## INSTRUCTIONS FOR THE TASK
Your answer should reproduce every line of the material in which the word "currentColor" occurs.
---*---
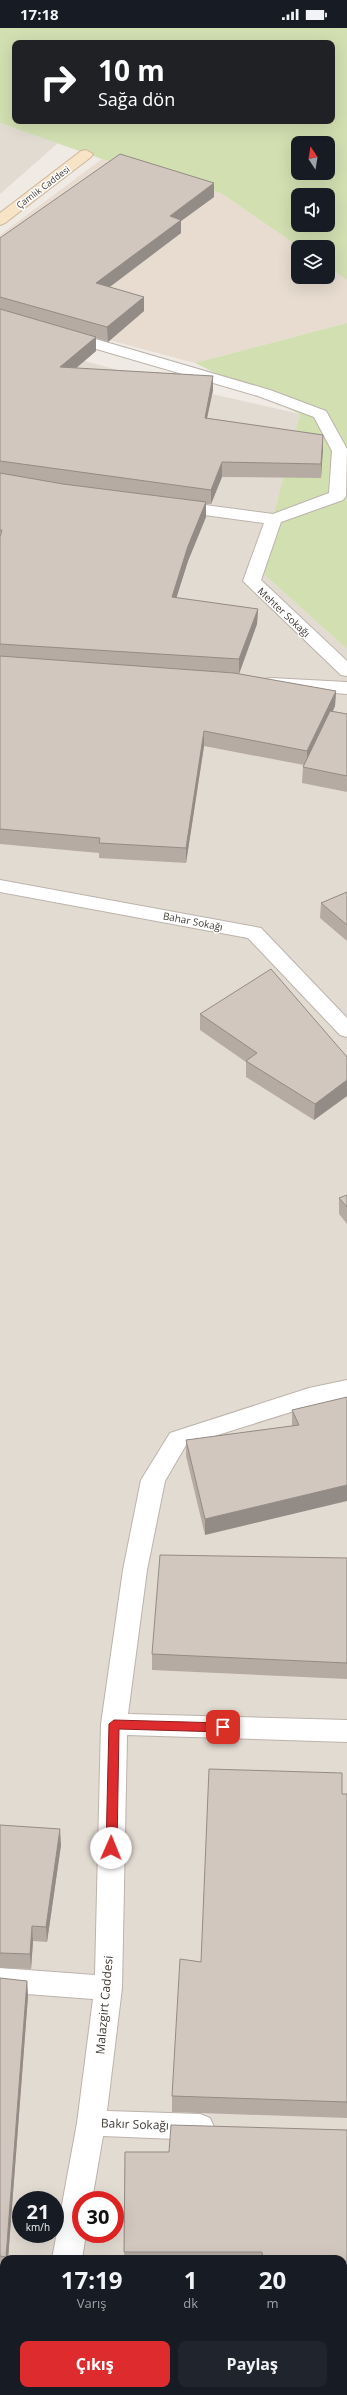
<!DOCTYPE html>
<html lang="tr">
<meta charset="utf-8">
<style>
:root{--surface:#171b24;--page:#20242c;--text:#f1f3f6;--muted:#9ea1a6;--accent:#de2c2e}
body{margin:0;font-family:"Open Sans",sans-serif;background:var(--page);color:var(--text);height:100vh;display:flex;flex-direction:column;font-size:15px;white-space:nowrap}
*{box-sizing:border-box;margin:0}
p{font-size:13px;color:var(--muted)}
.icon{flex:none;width:22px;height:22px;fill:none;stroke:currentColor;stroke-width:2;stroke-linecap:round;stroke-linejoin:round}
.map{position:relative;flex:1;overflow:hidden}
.details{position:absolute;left:0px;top:2227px;width:347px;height:140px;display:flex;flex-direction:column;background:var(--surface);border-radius:12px 12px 0 0;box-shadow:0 4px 16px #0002}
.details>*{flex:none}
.guide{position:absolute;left:12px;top:12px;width:323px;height:84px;border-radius:8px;box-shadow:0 4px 16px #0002;background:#202124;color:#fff;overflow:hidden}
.needle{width:26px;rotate:348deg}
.tools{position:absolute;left:291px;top:108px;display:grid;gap:8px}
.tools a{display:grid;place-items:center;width:44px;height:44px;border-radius:8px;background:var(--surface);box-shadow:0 4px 16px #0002;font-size:20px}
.speed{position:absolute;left:12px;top:2163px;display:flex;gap:8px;font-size:20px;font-weight:700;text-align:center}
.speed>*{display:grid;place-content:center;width:52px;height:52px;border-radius:50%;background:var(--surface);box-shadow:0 4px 16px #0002;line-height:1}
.speed small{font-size:10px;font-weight:400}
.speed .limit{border:6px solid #d22;background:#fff;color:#111}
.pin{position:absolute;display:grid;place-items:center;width:34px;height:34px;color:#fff;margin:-17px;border-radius:8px;box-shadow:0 2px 6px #0006}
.me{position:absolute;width:44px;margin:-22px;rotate:1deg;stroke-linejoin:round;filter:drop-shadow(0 0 3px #0008)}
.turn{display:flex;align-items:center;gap:14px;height:84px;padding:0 20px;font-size:18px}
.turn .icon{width:52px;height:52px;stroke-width:2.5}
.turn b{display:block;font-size:28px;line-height:34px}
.eta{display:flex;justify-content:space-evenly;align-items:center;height:68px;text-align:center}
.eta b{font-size:24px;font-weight:700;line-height:28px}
.action{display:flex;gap:8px;margin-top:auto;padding:8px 20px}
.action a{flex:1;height:46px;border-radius:8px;background:var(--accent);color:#fff;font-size:16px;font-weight:700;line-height:46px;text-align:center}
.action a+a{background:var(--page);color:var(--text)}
.status{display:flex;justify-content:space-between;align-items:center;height:28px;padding:0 20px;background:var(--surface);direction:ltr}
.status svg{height:11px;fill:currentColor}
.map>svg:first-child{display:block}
.residential{fill:#e2dbd2;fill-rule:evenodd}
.education{fill:#e7dccf}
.green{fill:#d2dfb1;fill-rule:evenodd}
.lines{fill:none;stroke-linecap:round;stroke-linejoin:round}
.street-casing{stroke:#bcb3ab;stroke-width:2}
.secondary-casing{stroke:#cdb79a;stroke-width:2}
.street{fill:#fff;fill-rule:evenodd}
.secondary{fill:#f7e3c6;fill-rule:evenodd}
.wall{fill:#b5aba3}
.shaded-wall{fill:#938b85}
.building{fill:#d2c7be;stroke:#938b85}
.route{fill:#de2c2e;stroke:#901d1e}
.labels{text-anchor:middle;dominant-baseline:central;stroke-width:3;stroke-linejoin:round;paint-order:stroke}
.far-street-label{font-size:9px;fill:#403a34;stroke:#fff}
.street-label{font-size:10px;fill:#403a34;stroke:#fff}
.near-street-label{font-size:12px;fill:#403a34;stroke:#fff}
</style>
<div class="status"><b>17:18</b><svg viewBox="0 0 49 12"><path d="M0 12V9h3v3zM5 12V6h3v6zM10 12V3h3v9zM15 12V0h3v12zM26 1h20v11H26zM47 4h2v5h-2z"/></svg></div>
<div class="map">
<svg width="347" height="2367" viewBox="0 0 347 2367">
<rect width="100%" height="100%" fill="#efeae4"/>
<g class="residential">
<path d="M0,95L58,115L0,166Z"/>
<path d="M0,310L177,358L300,386L259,542L347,621V2367H0ZM21,2172H55V2206H21ZM81,2172H115V2206H81ZM4,2231H343V2363H4Z"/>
</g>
<path class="education" d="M102,131L221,165L299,219L298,249H328V239L347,252V295L195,335L0,283V207Z"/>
<g class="green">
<path d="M0,0H347V252L328,239V219H299L221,165L102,131L0,95ZM15,15H332V93H15ZM298,115H328V145H298ZM298,167H328V197H298Z"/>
<path d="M347,295V621L259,542L300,386L195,335Z"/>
</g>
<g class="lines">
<g class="street-casing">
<g id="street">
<path d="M68,303L270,362L326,383L347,421L346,468L343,472L281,494L261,552L347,633V648L341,647L243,553L264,495L175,483L169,482L166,478L169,474L175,473L273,486L329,465L332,423L314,389L258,368L62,311L60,308L62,305Z"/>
<path d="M271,650L347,654V666L265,659L262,655L265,651Z"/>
<path d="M0,852L261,900L347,990V1009L340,1007L248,910L0,864Z"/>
<path d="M347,1352V1370L310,1378L186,1417L165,1453L147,1542L128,1686L347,1692V1714L127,1707L122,1960L107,2083L200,2086L210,2090L214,2099L210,2108L200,2112L103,2108L92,2172H81V2206H86L82,2231H52L77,2095L93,1971L0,1964V1940L95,1947L101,1696L123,1542L141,1452L170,1405L309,1360Z"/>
<rect x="29" y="2363" width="30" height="4"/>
</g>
</g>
<g class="secondary-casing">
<path id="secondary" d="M86,122L93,126L91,129L5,195L0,197V185L81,123Z"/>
</g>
<use href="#street" class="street"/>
<use href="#secondary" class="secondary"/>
</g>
<g class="wall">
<path d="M214,169L181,193V205L110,259L144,269V283L108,314L96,310V323L76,340L213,348V362L207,390L323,407L321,450L222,449L211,476H206V489L188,533L176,570L258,581L257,596L239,646L336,663L335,678L333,683L347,686V764L302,755L303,739L304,737L204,718L186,835L99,830V825L0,816V210Z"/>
<path d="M347,864V913L320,890L321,875Z"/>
<path d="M200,986L347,1029V1068L314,1092L246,1049V1034L200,1002Z"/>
<path d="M347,1167V1196L339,1186V1170Z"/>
<path d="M347,1369L205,1507L186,1428V1412L292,1398V1382Z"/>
<path d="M347,1530V1651L152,1642V1626Z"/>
<path d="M342,1766H347V2090L172,2084V2068L201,1934Z"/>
<path d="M0,1797L61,1817L47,1914L33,1913L31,1941L0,1940Z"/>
<path d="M0,1950L27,1953L28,1968L8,2231H4V2243H0Z"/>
<path d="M347,2102V2249H343V2231H124L125,2124H169Z"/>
</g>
<g class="shaded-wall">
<path d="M214,155V169L181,193V205L96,269V255L170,188Z"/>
<path d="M144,269V283L108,314L107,299Z"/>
<path d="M96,309V323L60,354V339Z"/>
<path d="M213,348V362L204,404L205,390Z"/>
<path d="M323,407V422L321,450V436Z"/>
<path d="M222,434V449L211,476V462Z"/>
<path d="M206,474V489L188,533L172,584V569L188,518Z"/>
<path d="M258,581L257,596L239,646V631Z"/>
<path d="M336,663L335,678L307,738V723Z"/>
<path d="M204,703V718L186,835V820Z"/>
<path d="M347,1052V1068L314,1092L315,1076Z"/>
<path d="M347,1457V1473L205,1507V1491Z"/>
<path d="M60,1801L61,1817L47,1914L46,1899Z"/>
<path d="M32,1898L33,1913L31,1941L30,1926Z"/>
<path d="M27,1953L28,1968L8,2231H6Z"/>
</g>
<g class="building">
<path d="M120,126L214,155L170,188L181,192L96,255L144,269L107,299L0,269V210Z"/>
<path d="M0,281L96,309L60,339L213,348L205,390L323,407L321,436L222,434L211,462L0,433Z"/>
<path d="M0,445L63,456L206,474L188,518L172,569L258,581L239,631L0,616V509L2,502H0Z"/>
<path d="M0,628L234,645L336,663L307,723L204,703L186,820L99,815L100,810L0,801Z"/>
<path d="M330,683L347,686V748L303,739Z"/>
<path d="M347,864V897L321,875Z"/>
<path d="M271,941L347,1029V1052L315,1076L246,1033L257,1025L200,986Z"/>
<path d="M347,1167V1179L339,1170Z"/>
<path d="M347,1369V1457L205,1491L186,1412L299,1397L292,1382Z"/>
<path d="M160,1527L347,1530V1635L152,1626Z"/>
<path d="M209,1741L342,1745V1766H347V2074L172,2068L180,1931L201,1934Z"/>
<path d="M0,1797L60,1801L46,1899L32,1898L30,1926L0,1925Z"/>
<path d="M0,1950L27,1953L6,2229L0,2228Z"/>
<path d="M171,2097L347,2102V2234H343V2231H263L262,2224H124L125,2124H169Z"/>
<path d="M83,2363H267V2367H82Z"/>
</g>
<path class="route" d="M114,1692L223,1695L228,1699L223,1704L119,1701L117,1820L111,1825L106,1820L109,1696Z"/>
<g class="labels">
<g class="far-street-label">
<text transform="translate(43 159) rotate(-37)">Çamlık Caddesi</text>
</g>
<g class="street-label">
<text transform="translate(284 584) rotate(43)">Mehter Sokağı</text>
<text transform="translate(193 893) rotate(11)">Bahar Sokağı</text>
</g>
<g class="near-street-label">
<text transform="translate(104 1977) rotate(-85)">Malazgirt Caddesi</text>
<text transform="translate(135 2096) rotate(2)">Bakır Sokağı</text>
</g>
</g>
</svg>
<div class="tools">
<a><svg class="needle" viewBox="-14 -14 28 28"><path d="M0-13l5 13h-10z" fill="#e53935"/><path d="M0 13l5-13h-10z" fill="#9ea1a6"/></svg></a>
<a><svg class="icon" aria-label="sound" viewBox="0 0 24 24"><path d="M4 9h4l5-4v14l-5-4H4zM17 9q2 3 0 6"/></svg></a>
<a><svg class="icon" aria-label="layers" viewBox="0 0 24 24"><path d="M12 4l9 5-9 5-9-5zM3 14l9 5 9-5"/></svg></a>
</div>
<div class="speed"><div>21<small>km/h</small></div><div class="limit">30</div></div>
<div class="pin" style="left:223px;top:1699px;background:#d93025"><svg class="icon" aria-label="arrive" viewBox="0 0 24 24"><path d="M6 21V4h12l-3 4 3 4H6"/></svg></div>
<svg class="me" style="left:111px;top:1820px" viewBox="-20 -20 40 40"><circle r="19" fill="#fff"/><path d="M0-13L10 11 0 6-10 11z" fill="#de2c2e"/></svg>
<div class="guide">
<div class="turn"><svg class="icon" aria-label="right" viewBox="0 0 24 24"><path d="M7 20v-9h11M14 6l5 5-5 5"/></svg><div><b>10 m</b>Sağa dön</div></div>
</div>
<section class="details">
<div class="eta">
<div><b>17:19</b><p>Varış</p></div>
<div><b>1</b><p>dk</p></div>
<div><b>20</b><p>m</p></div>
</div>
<div class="action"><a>Çıkış</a><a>Paylaş</a></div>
</section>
</div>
---*---
## EXPECTED ANSWER
.icon{flex:none;width:22px;height:22px;fill:none;stroke:currentColor;stroke-width:2;stroke-linecap:round;stroke-linejoin:round}
.status svg{height:11px;fill:currentColor}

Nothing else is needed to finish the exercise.